▶ RECORDS FOR THE EXERCISE:
....

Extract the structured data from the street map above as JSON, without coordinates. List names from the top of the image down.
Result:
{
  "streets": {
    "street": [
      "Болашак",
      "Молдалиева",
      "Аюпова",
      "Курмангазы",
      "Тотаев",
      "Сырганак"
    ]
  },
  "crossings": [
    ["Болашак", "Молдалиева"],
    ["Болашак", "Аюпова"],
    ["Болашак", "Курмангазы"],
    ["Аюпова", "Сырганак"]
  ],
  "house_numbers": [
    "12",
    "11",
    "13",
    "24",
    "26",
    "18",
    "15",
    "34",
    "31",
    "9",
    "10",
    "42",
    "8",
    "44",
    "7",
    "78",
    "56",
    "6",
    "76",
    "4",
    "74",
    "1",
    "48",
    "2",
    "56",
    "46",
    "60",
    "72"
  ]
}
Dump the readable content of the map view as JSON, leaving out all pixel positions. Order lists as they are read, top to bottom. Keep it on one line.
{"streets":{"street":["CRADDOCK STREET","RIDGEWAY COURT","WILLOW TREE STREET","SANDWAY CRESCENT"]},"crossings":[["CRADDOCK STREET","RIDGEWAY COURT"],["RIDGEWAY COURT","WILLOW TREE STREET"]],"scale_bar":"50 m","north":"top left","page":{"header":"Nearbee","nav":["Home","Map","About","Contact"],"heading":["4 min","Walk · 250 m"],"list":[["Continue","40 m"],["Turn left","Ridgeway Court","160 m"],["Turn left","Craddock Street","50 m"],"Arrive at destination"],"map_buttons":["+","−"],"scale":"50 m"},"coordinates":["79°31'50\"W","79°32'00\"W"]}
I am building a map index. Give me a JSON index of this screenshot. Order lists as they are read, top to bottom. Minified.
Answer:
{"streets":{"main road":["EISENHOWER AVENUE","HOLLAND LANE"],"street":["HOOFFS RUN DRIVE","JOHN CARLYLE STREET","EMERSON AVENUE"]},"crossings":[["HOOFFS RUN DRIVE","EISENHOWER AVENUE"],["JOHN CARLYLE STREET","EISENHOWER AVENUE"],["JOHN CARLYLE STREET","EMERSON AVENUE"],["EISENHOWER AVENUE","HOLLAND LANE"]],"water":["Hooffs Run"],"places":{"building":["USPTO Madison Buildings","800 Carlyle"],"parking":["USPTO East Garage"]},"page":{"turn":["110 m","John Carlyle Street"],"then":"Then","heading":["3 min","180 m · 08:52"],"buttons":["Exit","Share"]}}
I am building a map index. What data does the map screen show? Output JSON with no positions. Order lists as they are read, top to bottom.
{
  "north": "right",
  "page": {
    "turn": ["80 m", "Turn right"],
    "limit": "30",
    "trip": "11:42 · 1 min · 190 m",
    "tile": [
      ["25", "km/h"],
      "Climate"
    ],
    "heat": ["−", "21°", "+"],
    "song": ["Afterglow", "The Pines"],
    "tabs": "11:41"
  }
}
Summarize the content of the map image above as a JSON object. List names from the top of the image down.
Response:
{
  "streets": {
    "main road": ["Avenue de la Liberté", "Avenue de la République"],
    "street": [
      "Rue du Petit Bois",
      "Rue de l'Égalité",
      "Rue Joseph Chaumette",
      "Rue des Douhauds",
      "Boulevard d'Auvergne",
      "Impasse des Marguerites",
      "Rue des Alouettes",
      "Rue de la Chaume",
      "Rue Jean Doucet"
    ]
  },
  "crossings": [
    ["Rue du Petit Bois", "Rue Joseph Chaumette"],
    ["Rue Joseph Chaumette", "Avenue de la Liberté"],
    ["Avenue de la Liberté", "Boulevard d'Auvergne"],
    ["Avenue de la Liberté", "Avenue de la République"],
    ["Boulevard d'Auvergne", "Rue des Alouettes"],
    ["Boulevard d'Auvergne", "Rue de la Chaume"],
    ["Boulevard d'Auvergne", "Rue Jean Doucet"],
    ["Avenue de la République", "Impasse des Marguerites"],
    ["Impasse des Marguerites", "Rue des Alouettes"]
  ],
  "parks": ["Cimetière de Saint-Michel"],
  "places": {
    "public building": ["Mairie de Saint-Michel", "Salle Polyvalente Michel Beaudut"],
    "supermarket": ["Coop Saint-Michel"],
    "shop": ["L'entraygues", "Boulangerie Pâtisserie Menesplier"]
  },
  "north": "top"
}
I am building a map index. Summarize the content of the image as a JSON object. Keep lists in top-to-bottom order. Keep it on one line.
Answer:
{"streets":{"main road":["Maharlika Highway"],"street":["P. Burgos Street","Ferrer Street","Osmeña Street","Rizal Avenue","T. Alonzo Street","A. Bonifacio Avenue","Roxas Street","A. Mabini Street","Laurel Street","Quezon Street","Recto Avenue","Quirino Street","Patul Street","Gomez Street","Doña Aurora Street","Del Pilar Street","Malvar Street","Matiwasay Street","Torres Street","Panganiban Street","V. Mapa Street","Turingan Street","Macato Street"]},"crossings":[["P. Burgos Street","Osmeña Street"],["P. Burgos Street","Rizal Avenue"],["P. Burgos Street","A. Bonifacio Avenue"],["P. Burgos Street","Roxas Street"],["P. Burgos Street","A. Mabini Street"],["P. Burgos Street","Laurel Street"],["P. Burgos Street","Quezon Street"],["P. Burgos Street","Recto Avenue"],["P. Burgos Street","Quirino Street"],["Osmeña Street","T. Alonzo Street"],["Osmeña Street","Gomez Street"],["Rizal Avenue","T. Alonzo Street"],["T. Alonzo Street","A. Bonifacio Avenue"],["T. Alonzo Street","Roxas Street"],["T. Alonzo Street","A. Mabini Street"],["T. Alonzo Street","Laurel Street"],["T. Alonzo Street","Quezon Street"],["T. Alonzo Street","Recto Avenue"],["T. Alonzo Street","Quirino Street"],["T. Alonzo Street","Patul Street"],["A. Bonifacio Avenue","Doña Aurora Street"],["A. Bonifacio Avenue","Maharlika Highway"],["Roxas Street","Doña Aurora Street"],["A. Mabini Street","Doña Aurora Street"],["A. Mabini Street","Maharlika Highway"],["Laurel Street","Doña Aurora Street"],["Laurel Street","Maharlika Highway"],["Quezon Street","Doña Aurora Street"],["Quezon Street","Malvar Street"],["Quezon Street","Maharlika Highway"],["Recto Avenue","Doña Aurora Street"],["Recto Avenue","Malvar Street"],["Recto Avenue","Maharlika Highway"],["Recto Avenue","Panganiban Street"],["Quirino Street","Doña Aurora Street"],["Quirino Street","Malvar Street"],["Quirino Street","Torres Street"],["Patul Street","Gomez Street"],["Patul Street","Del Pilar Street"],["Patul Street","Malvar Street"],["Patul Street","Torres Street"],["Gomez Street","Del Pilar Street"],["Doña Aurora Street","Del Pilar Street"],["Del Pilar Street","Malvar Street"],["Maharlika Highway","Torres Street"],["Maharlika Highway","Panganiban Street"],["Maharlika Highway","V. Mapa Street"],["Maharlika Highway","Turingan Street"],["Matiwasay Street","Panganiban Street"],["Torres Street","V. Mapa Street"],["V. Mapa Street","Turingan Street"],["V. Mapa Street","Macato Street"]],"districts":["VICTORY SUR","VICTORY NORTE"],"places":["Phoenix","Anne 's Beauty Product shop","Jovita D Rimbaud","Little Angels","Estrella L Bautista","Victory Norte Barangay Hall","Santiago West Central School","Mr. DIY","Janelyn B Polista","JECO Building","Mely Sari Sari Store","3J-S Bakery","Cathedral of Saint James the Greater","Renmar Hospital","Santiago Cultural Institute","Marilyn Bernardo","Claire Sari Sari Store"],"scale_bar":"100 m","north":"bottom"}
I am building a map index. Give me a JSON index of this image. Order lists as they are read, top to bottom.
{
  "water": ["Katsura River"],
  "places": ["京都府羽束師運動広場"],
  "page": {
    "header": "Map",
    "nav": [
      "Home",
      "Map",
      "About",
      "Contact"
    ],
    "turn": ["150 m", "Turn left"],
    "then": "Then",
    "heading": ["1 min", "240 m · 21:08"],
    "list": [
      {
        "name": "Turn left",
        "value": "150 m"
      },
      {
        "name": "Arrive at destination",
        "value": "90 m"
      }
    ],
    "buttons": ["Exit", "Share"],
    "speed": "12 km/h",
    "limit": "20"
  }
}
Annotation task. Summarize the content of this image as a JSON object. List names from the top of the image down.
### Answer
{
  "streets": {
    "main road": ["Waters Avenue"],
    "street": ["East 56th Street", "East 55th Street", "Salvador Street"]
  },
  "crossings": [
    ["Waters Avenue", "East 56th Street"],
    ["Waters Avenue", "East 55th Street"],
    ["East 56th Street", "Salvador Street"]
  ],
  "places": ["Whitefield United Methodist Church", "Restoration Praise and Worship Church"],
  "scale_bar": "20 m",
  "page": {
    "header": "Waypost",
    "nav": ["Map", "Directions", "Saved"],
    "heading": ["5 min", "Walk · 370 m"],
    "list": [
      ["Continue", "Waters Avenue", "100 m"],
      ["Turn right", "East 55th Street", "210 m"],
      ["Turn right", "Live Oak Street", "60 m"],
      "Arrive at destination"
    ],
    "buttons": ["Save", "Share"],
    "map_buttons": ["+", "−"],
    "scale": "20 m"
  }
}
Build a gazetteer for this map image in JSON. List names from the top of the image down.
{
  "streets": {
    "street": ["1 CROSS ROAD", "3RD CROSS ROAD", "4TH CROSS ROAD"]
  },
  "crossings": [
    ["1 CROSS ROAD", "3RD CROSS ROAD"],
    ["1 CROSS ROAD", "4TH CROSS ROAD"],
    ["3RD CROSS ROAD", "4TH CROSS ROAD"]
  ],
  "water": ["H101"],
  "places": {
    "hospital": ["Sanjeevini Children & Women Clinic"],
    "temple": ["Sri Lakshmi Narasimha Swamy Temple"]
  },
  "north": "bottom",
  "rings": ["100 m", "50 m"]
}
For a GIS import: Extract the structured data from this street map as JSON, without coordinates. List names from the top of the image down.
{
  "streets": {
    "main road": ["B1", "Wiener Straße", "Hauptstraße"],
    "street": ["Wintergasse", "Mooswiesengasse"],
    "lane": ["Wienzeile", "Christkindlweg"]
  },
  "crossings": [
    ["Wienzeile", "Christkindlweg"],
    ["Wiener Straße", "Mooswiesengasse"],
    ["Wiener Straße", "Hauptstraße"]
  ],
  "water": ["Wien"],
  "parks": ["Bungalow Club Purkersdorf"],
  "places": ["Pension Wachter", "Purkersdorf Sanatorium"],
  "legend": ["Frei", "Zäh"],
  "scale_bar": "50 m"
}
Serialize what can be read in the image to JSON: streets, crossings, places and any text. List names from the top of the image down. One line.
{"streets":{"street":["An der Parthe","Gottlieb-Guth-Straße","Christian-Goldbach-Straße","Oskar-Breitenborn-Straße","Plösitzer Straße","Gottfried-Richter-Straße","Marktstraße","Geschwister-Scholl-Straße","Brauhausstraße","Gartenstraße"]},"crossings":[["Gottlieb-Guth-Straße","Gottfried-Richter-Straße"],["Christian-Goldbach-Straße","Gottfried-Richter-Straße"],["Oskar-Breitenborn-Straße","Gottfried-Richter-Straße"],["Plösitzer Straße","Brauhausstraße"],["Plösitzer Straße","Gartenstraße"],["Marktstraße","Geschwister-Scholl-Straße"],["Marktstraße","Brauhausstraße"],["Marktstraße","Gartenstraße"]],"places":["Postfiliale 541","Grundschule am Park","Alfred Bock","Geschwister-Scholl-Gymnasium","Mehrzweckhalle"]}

....

▶ PROBLEM TO SOLVE:
Would you retype the lines above from the one with "I am building a map index. What" down to the one with "Summarize the content of the map", word for word, both ends included and no other lines?

▶ REPLY:
I am building a map index. What data does the map screen show? Output JSON with no positions. Order lists as they are read, top to bottom.
{
  "north": "right",
  "page": {
    "turn": ["80 m", "Turn right"],
    "limit": "30",
    "trip": "11:42 · 1 min · 190 m",
    "tile": [
      ["25", "km/h"],
      "Climate"
    ],
    "heat": ["−", "21°", "+"],
    "song": ["Afterglow", "The Pines"],
    "tabs": "11:41"
  }
}
Summarize the content of the map image above as a JSON object. List names from the top of the image down.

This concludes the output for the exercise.